Research of Soil and Water Conservation[ISSN 1005-3409/CN 61-1272/P] Volume: 23 Number of periods: 2016 04 Page number: 23-27 Column: Public date: 2016-04-28

Title:: Ecological Stoichiometry Characteristics of Soil Microbial Biomass Carbon, Nitrogen and Phosphorus Under Different Vegetation Covers in Three Gorges Reservoir Area

Author(s):: JIA Guomei^1,2, HE Li¹, CHENG Hu¹, WANG Shitong¹, XIANG Hanyu¹, ZHANG Xuefei¹, XI Ying¹; 1. College of Biological and Pharmaceutical Sciences, Three Gorges University, Yichang, Hubei 443002, China;
2. International Center for Ecological Protection and Management in the Three Gorges Area, Three Gorges University, Yichang, Hubei 443002, China

Keywords:: stoichiometry; vegetation cover; MBC; MBN; MBP

CLC:: S154.36

DOI:: -

Abstract:: Microbial mineralization and immobilization of nutrients strongly influence soil fertility. Three vegetation types (cypress site, citrus tree site and vegetable site) were chosen to determine characteristics of Soil Microbial Biomass Carbon (MBC), Nitrogen(MBN) and Phosphorus (MBP) and their relationship in Dianjun, Yichang, Hubei. The results showed that the contents of soil microbial biomass C(MBC) and N(MBN) of cypress site were significantly higher than those of vegetable site and citrus tree site which were not significant different, microbial biomass P(MBP) followed the order:vegetable site > cypress site > citrus tree site. Soil organic carbon and total nitrogen showed a significant positive relationship with MBC, N (p < 0.01).

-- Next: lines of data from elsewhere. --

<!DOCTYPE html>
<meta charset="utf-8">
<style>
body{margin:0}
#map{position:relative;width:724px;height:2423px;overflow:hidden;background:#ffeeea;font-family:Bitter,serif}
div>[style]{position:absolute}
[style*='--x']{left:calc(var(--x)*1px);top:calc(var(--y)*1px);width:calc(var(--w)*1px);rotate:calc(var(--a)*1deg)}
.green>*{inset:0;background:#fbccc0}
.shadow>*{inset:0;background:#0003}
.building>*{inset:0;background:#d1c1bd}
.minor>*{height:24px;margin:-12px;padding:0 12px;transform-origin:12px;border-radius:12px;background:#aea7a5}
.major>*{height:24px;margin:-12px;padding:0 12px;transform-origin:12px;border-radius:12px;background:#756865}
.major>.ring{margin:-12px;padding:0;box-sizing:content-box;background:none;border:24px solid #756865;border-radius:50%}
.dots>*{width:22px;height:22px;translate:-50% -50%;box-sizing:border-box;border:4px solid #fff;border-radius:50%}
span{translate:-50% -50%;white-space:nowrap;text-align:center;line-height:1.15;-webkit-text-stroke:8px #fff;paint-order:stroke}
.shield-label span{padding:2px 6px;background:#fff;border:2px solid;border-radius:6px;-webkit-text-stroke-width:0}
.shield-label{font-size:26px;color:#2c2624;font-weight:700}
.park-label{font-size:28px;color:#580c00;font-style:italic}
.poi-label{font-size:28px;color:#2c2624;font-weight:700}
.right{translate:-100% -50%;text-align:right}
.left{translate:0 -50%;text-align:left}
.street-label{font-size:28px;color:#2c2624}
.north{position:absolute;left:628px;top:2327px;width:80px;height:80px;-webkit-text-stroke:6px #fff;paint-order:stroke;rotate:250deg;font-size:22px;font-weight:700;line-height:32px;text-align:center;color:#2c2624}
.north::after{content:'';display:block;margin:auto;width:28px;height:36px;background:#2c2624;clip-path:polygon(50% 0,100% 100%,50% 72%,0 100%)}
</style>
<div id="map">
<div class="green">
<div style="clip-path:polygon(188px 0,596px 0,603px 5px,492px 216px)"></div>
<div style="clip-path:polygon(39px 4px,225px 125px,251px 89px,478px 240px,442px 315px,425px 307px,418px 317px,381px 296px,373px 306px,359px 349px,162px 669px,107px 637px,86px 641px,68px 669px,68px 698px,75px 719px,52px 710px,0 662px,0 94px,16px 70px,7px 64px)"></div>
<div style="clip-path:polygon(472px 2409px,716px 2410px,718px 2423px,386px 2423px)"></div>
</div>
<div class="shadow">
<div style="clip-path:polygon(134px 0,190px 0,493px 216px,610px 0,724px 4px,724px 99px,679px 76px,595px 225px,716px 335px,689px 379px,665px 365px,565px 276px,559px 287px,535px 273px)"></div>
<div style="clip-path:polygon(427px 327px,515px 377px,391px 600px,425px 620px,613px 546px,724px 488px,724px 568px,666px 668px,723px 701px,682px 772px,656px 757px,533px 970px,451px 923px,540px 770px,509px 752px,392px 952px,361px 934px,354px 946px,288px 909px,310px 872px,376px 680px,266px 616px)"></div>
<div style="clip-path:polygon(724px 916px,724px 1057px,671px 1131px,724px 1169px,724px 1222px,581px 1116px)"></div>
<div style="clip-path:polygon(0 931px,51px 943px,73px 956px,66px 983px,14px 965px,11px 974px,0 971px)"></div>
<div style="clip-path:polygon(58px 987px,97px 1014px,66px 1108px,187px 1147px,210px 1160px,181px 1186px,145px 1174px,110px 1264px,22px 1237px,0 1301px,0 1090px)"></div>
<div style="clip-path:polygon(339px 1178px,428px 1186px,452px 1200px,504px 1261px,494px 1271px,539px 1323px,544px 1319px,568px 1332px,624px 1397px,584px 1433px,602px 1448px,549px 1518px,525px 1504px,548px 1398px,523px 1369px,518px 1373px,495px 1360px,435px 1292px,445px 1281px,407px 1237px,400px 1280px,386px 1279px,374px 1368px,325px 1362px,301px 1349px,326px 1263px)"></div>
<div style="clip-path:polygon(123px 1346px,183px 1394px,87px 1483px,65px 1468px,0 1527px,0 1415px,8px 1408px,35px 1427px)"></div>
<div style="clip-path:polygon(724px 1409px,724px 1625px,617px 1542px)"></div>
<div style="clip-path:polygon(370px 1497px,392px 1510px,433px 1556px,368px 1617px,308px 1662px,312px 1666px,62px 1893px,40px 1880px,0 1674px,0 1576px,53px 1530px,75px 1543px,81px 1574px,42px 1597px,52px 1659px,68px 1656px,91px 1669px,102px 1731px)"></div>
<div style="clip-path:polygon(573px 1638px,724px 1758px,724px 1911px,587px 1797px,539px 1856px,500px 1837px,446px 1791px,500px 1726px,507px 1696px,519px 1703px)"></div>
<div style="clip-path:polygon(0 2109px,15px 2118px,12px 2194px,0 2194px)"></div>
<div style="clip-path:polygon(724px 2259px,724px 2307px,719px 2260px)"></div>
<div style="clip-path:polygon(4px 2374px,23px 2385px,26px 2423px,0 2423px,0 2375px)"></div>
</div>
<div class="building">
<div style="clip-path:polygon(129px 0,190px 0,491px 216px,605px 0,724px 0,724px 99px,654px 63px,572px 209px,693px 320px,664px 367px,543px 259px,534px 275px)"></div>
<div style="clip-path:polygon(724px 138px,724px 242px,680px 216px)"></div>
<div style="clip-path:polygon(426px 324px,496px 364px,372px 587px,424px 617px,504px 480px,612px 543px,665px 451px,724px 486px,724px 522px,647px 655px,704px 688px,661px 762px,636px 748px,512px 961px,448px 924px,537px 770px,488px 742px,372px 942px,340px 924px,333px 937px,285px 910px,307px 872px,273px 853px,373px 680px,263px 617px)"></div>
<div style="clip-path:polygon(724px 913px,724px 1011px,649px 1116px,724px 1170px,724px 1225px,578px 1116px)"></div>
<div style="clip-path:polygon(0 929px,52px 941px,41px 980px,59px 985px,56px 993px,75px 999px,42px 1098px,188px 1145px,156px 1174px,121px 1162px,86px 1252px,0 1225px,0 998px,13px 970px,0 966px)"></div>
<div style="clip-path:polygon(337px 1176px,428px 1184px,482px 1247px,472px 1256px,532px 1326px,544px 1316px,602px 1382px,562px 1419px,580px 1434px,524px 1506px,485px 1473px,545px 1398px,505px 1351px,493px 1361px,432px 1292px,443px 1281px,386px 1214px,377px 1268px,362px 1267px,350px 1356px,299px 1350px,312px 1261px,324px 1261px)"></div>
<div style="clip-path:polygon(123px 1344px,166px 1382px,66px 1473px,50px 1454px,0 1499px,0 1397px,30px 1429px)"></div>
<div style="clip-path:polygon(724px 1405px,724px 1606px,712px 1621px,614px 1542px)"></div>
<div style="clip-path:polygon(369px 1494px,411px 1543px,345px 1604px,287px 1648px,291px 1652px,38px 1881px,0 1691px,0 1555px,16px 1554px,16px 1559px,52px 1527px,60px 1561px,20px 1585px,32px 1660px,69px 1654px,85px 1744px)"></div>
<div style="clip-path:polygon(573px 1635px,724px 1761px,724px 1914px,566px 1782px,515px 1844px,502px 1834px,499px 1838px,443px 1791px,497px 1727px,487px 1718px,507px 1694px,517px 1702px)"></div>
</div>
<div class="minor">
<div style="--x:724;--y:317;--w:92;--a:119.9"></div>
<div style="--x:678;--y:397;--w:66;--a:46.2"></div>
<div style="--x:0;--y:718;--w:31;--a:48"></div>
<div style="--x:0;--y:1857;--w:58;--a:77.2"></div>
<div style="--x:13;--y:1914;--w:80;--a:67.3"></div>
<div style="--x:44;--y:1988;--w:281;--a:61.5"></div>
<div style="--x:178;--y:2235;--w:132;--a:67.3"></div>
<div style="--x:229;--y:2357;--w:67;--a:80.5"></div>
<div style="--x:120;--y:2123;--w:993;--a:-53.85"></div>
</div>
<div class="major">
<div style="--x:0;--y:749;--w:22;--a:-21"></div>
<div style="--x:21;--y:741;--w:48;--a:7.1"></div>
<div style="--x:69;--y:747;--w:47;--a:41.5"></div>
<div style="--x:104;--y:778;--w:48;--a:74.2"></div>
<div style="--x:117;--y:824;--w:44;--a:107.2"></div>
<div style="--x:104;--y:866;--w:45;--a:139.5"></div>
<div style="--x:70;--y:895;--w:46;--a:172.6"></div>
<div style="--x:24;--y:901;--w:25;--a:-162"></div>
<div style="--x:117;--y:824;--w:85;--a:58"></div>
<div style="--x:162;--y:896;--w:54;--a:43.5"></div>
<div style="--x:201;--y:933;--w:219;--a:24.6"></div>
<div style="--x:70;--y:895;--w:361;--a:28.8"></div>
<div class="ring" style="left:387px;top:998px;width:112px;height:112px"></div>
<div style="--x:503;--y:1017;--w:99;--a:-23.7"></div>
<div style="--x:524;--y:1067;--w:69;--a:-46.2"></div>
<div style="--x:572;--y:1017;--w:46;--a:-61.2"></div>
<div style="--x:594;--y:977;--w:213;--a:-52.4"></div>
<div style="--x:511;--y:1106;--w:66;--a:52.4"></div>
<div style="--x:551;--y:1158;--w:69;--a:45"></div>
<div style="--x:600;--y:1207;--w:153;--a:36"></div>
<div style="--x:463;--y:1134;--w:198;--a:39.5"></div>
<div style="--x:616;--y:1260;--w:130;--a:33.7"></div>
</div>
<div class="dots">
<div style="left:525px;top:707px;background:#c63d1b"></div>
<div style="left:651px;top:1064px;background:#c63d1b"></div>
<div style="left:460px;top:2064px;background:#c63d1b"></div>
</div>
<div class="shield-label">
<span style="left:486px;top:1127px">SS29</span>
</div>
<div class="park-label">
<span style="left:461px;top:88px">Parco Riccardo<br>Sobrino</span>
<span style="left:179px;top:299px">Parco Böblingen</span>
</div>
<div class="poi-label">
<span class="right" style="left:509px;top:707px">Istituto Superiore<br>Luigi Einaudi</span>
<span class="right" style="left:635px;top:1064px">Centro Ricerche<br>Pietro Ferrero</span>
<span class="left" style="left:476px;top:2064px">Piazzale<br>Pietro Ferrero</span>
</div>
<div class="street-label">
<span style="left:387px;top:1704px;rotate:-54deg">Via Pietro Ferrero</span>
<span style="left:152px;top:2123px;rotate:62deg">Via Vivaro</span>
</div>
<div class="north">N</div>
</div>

Soil total P had a significant positive relationship with MBP (p<0.01). This indicated that soil microbial biomass was a sensitive indicator of soil fertility. Although soil MBC/MBN had no significant difference among three vegetation covers, MBC/MBP and MBN/MBP followed as the order:citrus tree site > cypress site > vegetable site. MBP showed a significant positive relationship with soil MBC/MBP and MBN/MBP whereas MBC, N had no significant relationship with MBC/MBN, MBN/MBP and MBC/MBP, indicating that the changes in MBC/MBP and MBN/MBP were mainly affected by soil MBP.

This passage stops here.